Contractor Suffers Burns at Trillium Brewing’s Production Facility

An electrical contractor was severely burned Tuesday afternoon while trying to repair equipment at Trillium Brewing Company’s production facility in Canton, Massachusetts.

According to Canton Fire Department Chief Charles Doody, the independent contractor was exposed to “boiling liquid and suffered significant burn injuries on a large portion of his body” just before 5 p.m. on Tuesday. The man was flown by medical helicopter to Brigham and Women’s Hospital in Boston. The Associated Press has reported that he is in serious but stable condition.

Initial reports conflicted on the injured man’s age, but Brewbound confirmed with Doody that the unnamed man is 36-years-old.

The Occupational Safety and Health Administration (OSHA) is investigating the incident, Doody said, adding that he anticipates the investigation will be “pretty straightforward.”

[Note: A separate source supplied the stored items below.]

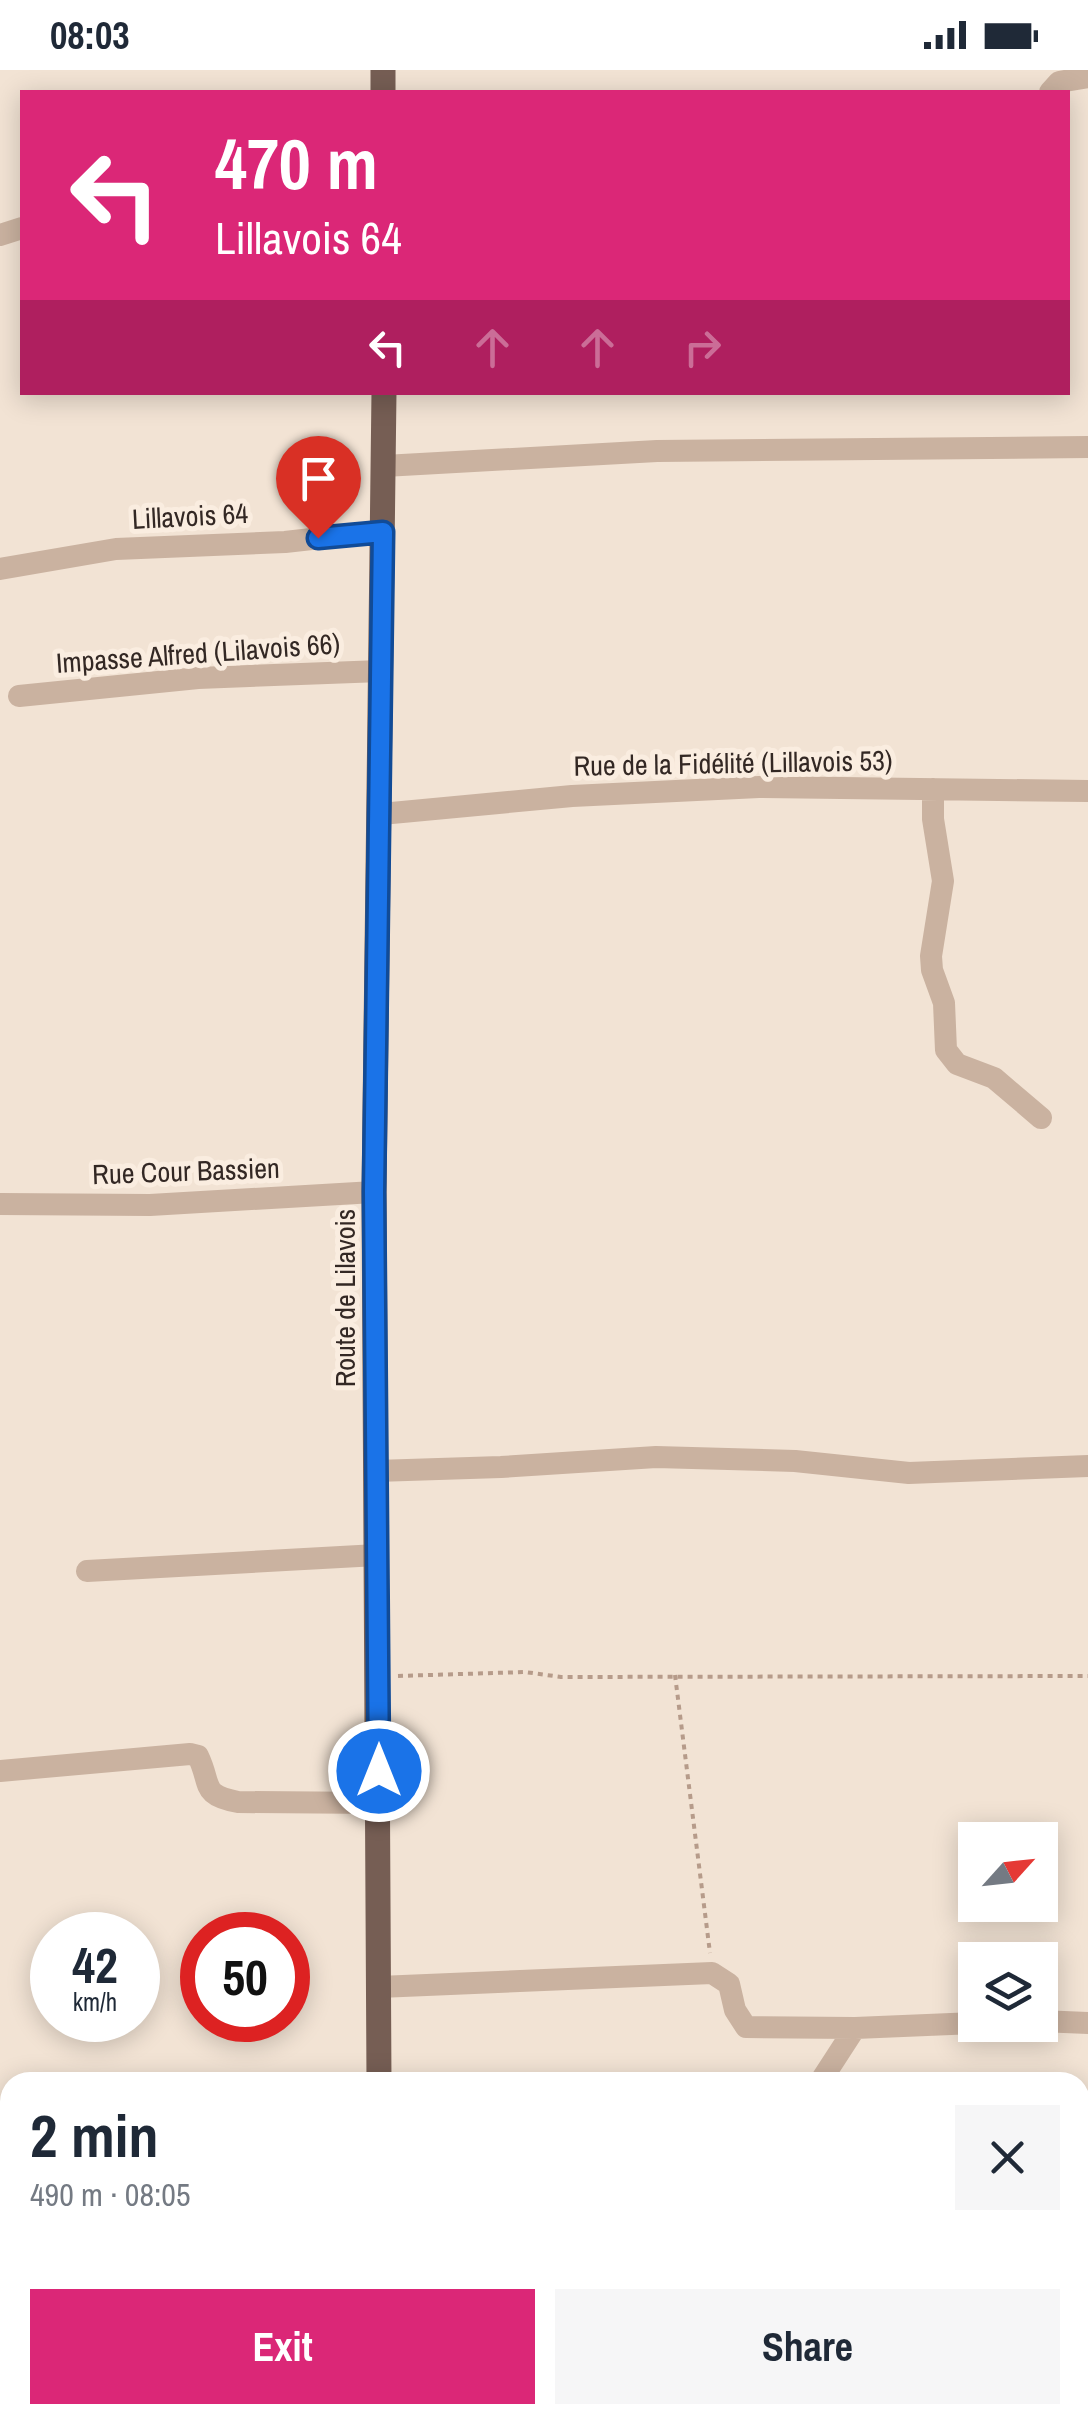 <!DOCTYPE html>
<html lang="en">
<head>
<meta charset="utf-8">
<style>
  :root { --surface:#fff; --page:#f6f6f7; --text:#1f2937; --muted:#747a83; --accent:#db2777 }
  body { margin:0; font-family:"Archivo Narrow",sans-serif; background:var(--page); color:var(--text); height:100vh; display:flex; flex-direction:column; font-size:38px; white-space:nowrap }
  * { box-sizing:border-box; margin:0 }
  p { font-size:32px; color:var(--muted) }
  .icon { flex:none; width:55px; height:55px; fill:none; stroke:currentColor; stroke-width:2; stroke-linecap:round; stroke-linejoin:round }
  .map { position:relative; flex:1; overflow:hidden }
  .sheet { position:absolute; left:0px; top:2002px; width:1090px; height:352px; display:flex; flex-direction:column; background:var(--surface); border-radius:30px 30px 0 0; box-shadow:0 5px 25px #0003 }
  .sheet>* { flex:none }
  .banner { position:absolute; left:20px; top:20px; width:1050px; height:305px; border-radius:0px; box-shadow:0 5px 25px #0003; background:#db2777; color:#fff; overflow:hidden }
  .needle { width:65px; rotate:63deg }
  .buttons { position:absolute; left:958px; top:1752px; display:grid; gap:20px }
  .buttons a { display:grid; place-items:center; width:100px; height:100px; border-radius:0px; background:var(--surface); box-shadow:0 5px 25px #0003; font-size:50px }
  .speed { position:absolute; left:30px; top:1842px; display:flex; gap:20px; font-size:50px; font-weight:700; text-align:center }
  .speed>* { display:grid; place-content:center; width:130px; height:130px; border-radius:50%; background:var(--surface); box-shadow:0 5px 25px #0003; line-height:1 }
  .speed small { font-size:25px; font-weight:400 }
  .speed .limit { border:15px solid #d22; background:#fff; color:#111 }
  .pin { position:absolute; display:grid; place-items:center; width:85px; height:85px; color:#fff; margin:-102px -42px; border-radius:50% 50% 50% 0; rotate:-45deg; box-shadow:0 0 10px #0007 }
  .pin .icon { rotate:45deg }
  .me { position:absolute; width:110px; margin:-55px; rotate:0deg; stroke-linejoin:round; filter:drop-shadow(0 0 8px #0008) }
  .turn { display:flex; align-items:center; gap:35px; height:210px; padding:0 30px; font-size:45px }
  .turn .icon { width:130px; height:130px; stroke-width:2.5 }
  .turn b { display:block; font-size:70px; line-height:85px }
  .lanes { display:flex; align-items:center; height:95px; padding:0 30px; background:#0003; justify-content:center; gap:50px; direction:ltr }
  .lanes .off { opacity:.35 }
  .round { display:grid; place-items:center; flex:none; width:105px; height:105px; border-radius:0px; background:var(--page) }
  .summary { display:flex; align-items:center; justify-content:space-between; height:170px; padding:0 30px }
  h1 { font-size:60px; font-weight:700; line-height:75px }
  .cta { display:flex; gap:20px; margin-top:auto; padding:20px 30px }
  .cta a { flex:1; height:115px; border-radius:0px; background:var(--accent); color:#fff; font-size:40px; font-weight:700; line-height:115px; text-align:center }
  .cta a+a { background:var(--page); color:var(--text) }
  .status { display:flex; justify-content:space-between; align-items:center; height:70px; padding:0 50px; background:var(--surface); direction:ltr }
  .status svg { height:28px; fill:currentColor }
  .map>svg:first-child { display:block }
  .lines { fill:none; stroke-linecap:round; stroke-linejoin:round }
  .path { stroke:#b69b8a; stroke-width:4; stroke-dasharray:5 5; stroke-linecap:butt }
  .minor { stroke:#cab2a0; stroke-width:22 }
  .major { stroke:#765e54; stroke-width:25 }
  .route-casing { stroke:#114b97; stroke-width:25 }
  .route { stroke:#1a73e8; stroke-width:18 }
  .labels { text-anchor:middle; stroke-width:10; stroke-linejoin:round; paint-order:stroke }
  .street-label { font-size:28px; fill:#332824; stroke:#faede0 }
</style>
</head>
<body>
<div class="status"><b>08:03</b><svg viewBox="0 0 49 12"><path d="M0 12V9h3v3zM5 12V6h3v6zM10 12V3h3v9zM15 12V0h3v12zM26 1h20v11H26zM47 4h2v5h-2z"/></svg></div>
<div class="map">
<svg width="1088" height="2354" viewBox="0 0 1088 2354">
  <rect width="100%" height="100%" fill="#f2e3d4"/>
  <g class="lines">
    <path class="path" d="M675,1605L710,1883
      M398,1606L525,1602L561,1607L1088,1606
      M52,2354L53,2345
      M727,2354V2345"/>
    <path class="minor" d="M1050,22L1059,12L1088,7
      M0,165L22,158
      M384,396L657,381L1088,377
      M0,499L116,479L285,472L383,461
      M19,626L198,608L381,601
      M933,719V749L943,811L931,886L932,900L944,933L946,980L957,994L994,1008L1041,1048
      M381,744L572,726L759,717L1088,721
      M0,1134L150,1135L374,1122
      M376,1401L501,1397L656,1387L795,1391L909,1403L1088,1396
      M87,1501L377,1485
      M0,1701L190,1684L198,1686C212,1715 200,1725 238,1732L379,1733
      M379,1917L712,1903L729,1914L735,1940L746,1957L855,1958L975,1953
      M1040,1951L1088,1953
      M820,2012L855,1958
      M0,2228H10
      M1080,2300H1088
      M862,2354V2345
      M948,2354V2345"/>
    <path class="major" d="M383,0V22
      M379,2012L374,1122L384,322
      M379,2354V2345"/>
  </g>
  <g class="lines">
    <defs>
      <path id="route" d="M318,468L383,462L374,1122L379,1701"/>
    </defs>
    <use href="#route" class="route-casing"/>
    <use href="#route" class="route"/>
  </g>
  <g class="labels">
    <g class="street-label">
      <text transform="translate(190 446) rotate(-3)" y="10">Lillavois 64</text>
      <text transform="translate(198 583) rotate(-4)" y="10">Impasse Alfred (Lilavois 66)</text>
      <text transform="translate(733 693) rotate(-1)" y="10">Rue de la Fidélité (Lillavois 53)</text>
      <text transform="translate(186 1101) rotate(-2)" y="10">Rue Cour Bassien</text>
      <text transform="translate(345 1228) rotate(-90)" y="10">Route de Lilavois</text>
    </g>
  </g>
</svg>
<div class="buttons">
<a><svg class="needle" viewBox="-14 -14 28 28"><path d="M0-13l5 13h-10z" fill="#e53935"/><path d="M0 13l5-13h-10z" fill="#747a83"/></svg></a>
<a><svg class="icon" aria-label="layers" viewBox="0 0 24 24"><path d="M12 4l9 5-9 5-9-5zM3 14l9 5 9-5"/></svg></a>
</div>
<div class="speed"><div>42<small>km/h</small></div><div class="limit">50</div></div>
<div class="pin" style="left:318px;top:468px;background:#d93025"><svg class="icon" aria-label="arrive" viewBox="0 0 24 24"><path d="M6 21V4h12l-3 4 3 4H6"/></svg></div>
<svg class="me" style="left:379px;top:1701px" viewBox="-20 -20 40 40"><circle r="17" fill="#1a73e8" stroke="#fff" stroke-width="3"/><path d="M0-11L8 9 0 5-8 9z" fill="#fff"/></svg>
<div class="banner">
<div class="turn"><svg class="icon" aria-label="left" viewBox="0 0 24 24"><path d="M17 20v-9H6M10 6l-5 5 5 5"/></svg><div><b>470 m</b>Lillavois 64</div></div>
<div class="lanes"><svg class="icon" aria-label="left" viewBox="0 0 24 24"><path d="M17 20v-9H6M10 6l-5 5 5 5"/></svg><svg class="icon off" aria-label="ahead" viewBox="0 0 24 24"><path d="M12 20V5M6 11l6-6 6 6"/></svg><svg class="icon off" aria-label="ahead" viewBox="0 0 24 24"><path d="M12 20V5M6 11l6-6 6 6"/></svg><svg class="icon off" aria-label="right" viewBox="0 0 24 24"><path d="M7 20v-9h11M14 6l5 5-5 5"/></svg></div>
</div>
<section class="sheet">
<div class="summary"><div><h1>2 min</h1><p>490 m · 08:05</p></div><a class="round"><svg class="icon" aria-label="close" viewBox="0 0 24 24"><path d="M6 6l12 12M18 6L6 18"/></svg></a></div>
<div class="cta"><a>Exit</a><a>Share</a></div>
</section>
</div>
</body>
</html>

“Trillium is a very good company in the community, and they’re very cooperative, and they’ve always done things by the book regulation wise, so I don’t anticipate there’s going to be any prolonged investigation with them,” he said. “Probably what you’re going to find out is it’s going to be more in recommendations on how to undertake this repair process, so something like this doesn’t occur again. But I don’t really see this as a negligence-type of thing that Trillium did something terribly wrong. I just don’t believe it to be true.”

Doody told Brewbound the man was working on “some type of vat” that was not operating correctly. However, he was unclear on the exact manner of the issue with the equipment.

“It was an unfortunate industrial type of accident, and it didn’t really impact the retail operation or the majority of the brewing operation,” he added. “It was kind of isolated to a smaller piece of equipment in an area adjacent to the tasting room of the facility.”

Trillium representatives did not return Brewbound’s requests for comment. However, the company released the following statement today on Facebook and Twitter:

“Yesterday afternoon, a contractor who is a good friend of ours, was working on equipment in the brewery and was injured. Canton Fire and Rescue crews arrived on scene quickly and transported him to the hospital. We appreciate the concern that everyone has shown, and will pass along well wishes for his recovery.”

According to Bureau of Labor statistics, nonfatal workplace injuries and illnesses in breweries increased between 2011 (160 incidents) and 2015 (390 incidents). The number of nonfatal injuries and incidents peaked at 530 in 2014. In 2016, the most recent year in which data is available, 330 nonfatal injury and illness cases were recorded.

According to a 2013 Reuters report, four people were killed in craft brewery workplace accidents between 2009 and 2012, including the 2009 death of Mark Moynihan, a 39-year-old contractor for Calhoun’s Bar-B-Q & Brewery in Knoxville, Tennessee, who died after suffering burns to his body.

Another workplace accident claimed the life of Ben Harris, an employee of the Redhook Brewery in Portsmouth, New Hampshire, who died after a plastic keg exploded in 2012.

Leaders from industry trade group the Brewers Association (BA) have routinely discussed brewhouse safety during its annual Craft Brewers Conference gatherings.

“The Brewers Association takes safety very seriously,” Chris Swersey, the BA’s supply chain specialist, wrote to Brewbound via email. “Our thoughts are with the injured worker and all involved as we gather information about the accident.”

The BA, which represents the interests of small and independent brewing companies, offers several resources and educational programs on safety, prevention and protection practices, Swersey said. Among those programs are free online brewery safety training courses as well as access to the BA’s safety ambassador, Matt Stinchfield.

“Valuing safety and a culture required to support it is one of our core values and beliefs,” he wrote.

Massachusetts Brewers Guild executive director Katie Stinchon told Brewbound that the state organization works with OSHA to make available representatives from the government agency to discuss its free consultation services with brewers.

“We are also currently applying for grant funding through the state to bring additional safety and educational workshops to our member breweries this fall,” she wrote.